Still, the enterprise operations reorganization and implementation will position us well to stabilize and grow revenue and operating segment income from 2024 onwards. To sum up, revenue from our cable segment of MXN 12.2 billion fell by 1.8% year-on-year, while operating income of MXN 4.7 billion declined by 7.1%. Though our cable segment margin of 38.4% contracted by 220 basis points year-on-year, it expanded by 280 points sequentially due to the headcount reduction implemented in the third quarter. Excluding the negative impact on revenue and EBITDA from Hurricane Otis in Acapulco, revenue from our cable segment would have declined by 1.1% year-on-year, while operating segment income would have been 5.3% lower.

Moreover, our cable segment margin of 38.9% would have expanded by 300 basis points quarter-on-quarter. Thank you, Valim. You're doing a great job in the turnaround of, izzi. Now let me turn the call over to Luis Malvido, CEO of Sky.

Luis Malvido
CEO of Sky, Grupo Televisa

Thank you, Alfonso. I'm pleased to present an update on Sky's fourth quarter and full year operating and financial performance. Before getting into the numbers, allow me to provide an overview of our business transformation. In 2022, Sky initiated a transformative journey, guided by a new vision structured across three key stages. The initial phase, focused on strengthening the core business, involved initiatives such as streamlining the product portfolio, now under the unified Sky brand , modernizing the IT infrastructure to mitigate risks and transition to the cloud, enhancing the customer journey through digital technology utilization, diversifying sales channels by revamping the sales commission model, and implementing a value-based customer management approach to boost lifetime value. All this while embarking on an ambitious efficiency and simplification program aimed at improving return on investment.

In the second phase of our transformation journey, we focus on evolving the core business, while persistently enhancing our operational foundation. In October 2023, we launched Sky+, an Android-based streaming platform that seamlessly integrates ViX Premium, Universal+, HBO Max, Disney+, Star+, Prime Video, and Fox, along with our exclusive Sky Sports, featuring highly demanding content such as LaLiga, Bundesliga, and this year, UEFA Euro 2024, among many others. It also includes all linear channels and our partners' libraries into a unified viewing experience on a single screen. All this vast content curated by our experts and a cutting-edge recommendation engine based on artificial intelligence. Sky+ also stands out as a market sole platform, offering the live sports events in authentic 4K quality, with the added flexibility to extend this premium customer experience to any mobile device, including cell phones, tablets, and laptops.
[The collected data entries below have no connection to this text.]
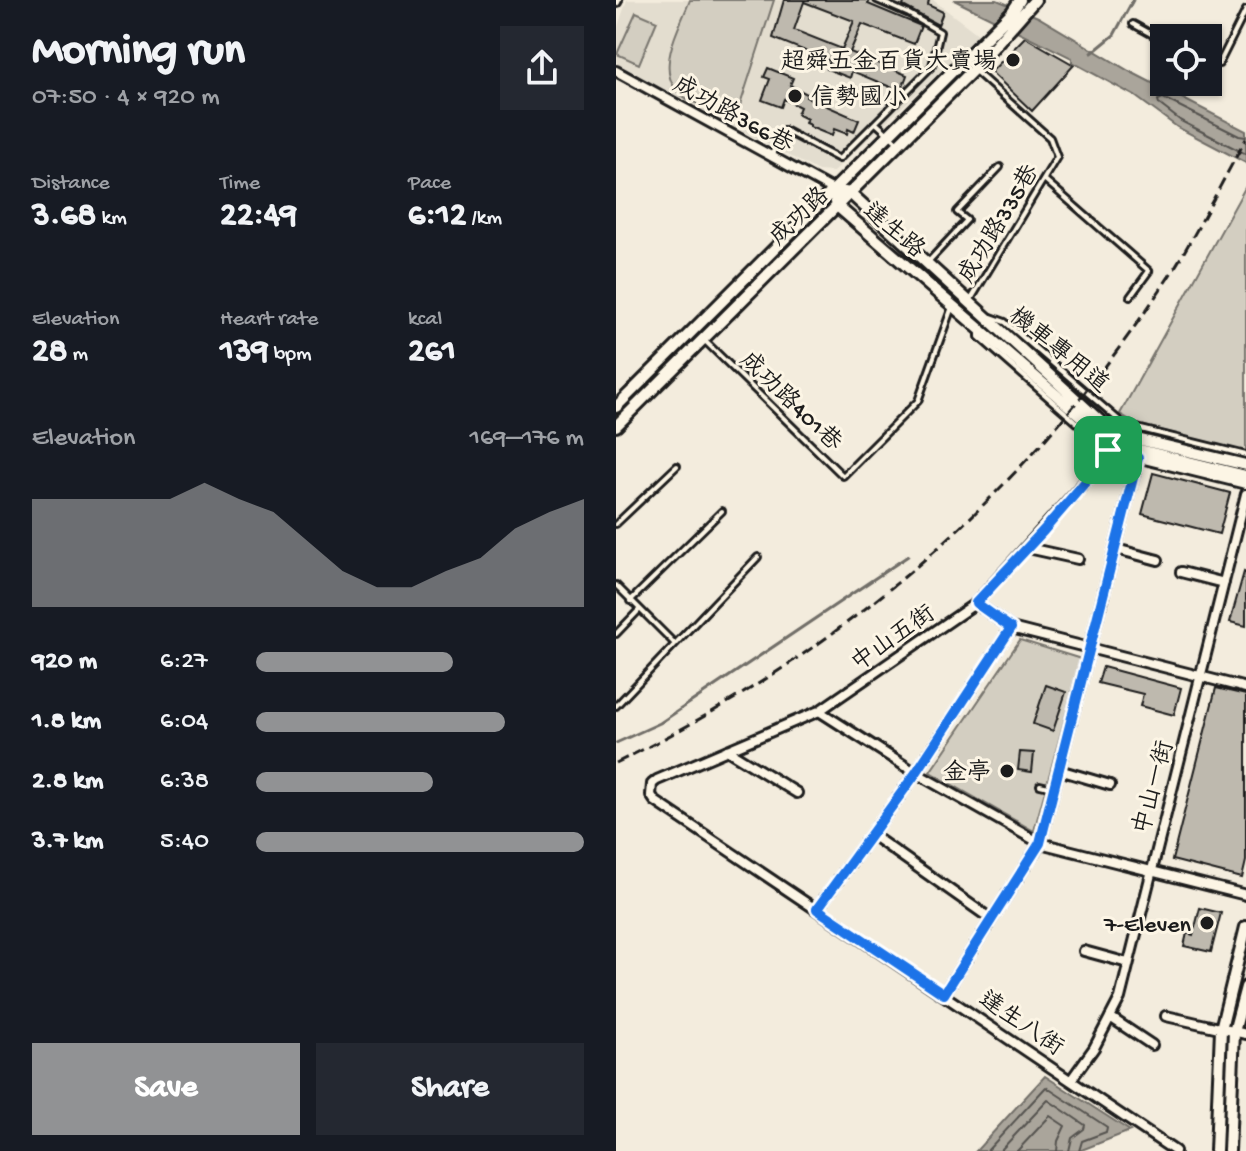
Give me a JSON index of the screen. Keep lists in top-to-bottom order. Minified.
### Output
{"streets":{"street":["成功路366巷","成功路","達生路","中山五街","中山一街","達生八街"],"lane":["成功路335巷","機車專用道","成功路401巷"]},"crossings":[["成功路366巷","成功路"],["成功路366巷","達生路"],["成功路","成功路335巷"],["成功路","達生路"],["成功路","成功路401巷"],["成功路335巷","達生路"],["達生路","機車專用道"],["達生路","成功路401巷"],["機車專用道","中山五街"],["中山五街","達生八街"],["中山一街","達生八街"]],"places":["超舜五金百貨大賣場","信勢國小","金亭","7-Eleven"],"page":{"heading":["Morning run","07:50 · 4 × 920 m"],"stats":[["Distance","3.68 km"],["Time","22:49"],["Pace","6:12 /km"],["Elevation","28 m"],["Heart rate","139 bpm"],["kcal","261"]],"chart":["Elevation","169–176 m"],"list":[{"name":"920 m","note":"6:27"},{"name":"1.8 km","note":"6:04"},{"name":"2.8 km","note":"6:38"},{"name":"3.7 km","note":"5:40"}],"buttons":["Save","Share"]}}
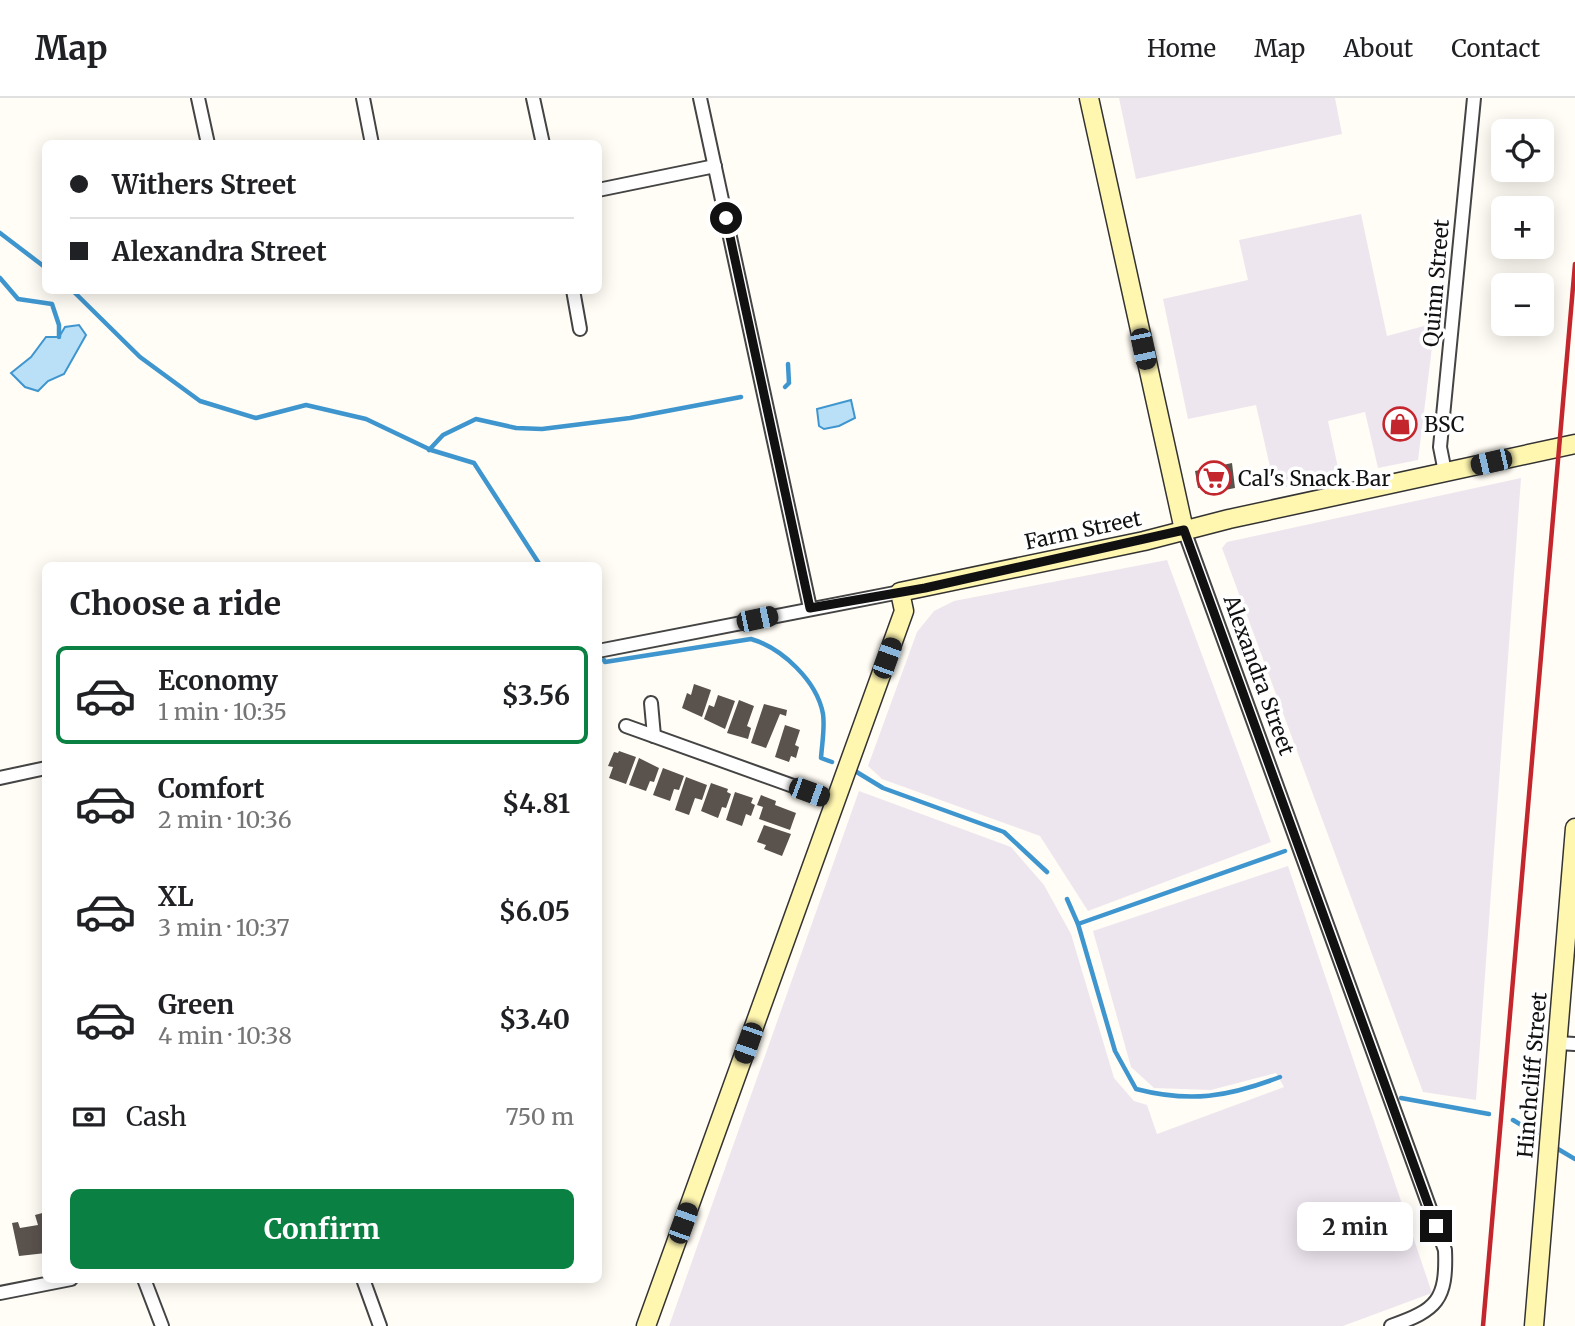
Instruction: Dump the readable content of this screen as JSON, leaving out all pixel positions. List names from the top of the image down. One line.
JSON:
{"streets":{"street":["Quinn Street","Farm Street","Alexandra Street","Hinchcliff Street"]},"crossings":[["Quinn Street","Farm Street"],["Farm Street","Alexandra Street"]],"places":{"shop":["BSC"],"supermarket":["Cal's Snack Bar"]},"page":{"header":"Map","nav":["Home","Map","About","Contact"],"map_buttons":["+","−"],"banner":["Withers Street","Alexandra Street"],"heading":"Choose a ride","list":[{"name":"Economy","note":"1 min · 10:35","value":"$3.56"},{"name":"Comfort","note":"2 min · 10:36","value":"$4.81"},{"name":"XL","note":"3 min · 10:37","value":"$6.05"},{"name":"Green","note":"4 min · 10:38","value":"$3.40"}],"pay":["Cash","750 m"],"buttons":"Confirm","bubble":"2 min"}}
Today, I'm pleased to report that as of yesterday, we have added 77,000 Sky+ customers, and the momentum in sales remains robust. Also, as part of the second stage, early this year, we launched Sky Internet, a new high-speed broadband offering collaboration with izzi, Mexico's leading internet provider. Through this partnership, Sky can now provide customers with a bundle offering that combines the most advanced home entertainment TV platform with a reliable and competitive high-speed broadband service. And third, last phase of this strategic plan starts this year. In this stage, we capitalize on our new portfolio, customer experience enhancement, and process digitalization to strategically leverage our entry into the broadband market. This shift will not only gradually offset the decline of the product facing competitive challenges like DTH, but also position us to meet households' evolving needs by delivering entertainment and high-speed broadband access to affordable prices.

Now, in terms of trading, we experienced a decrease of 161,000 revenue-generating units during the quarter, mostly coming from prepaid. However, this decline was partially offset by the growth of Sky+ customer base, which reached 60,000 by the end of 2023, along with two consecutive quarters of net gain in Central America. Moving to our financial results, compared to last year, fourth quarter revenues declined 15.3% to MXN 4.2 billion, and EBITDA decreased by less than 1%. Fourth quarter EBITDA was particularly affected by the costs and expenses related to the launch of Sky+ , including, of course, the advertising campaign. For the full year, revenues declined 13.5% and EBITDA 10.7% compared to 2022, and EBITDA margin reached 32.4%.

We expect revenues to gradually stabilize over the coming quarters as our new products gain momentum. Regarding our capital expenditures, we invested $149 million in 2023. This marks a 23% decline compared to the previous year and 39% decrease compared to 2021. This reduction in capital intensity can be attributed to the measures we implemented to enhance return on investment, along with the implementation of the efficiency and simplification program, which yield more than MXN 800 million in OpEx and CapEx savings during 2023, or 4 percentage points on revenues. As a result, full year, EBITDA minus CapEx increased by over MXN 500 million, reaching a 21% growth compared to the previous year. I'm now turning back the call to Alfonso. Thank you very much.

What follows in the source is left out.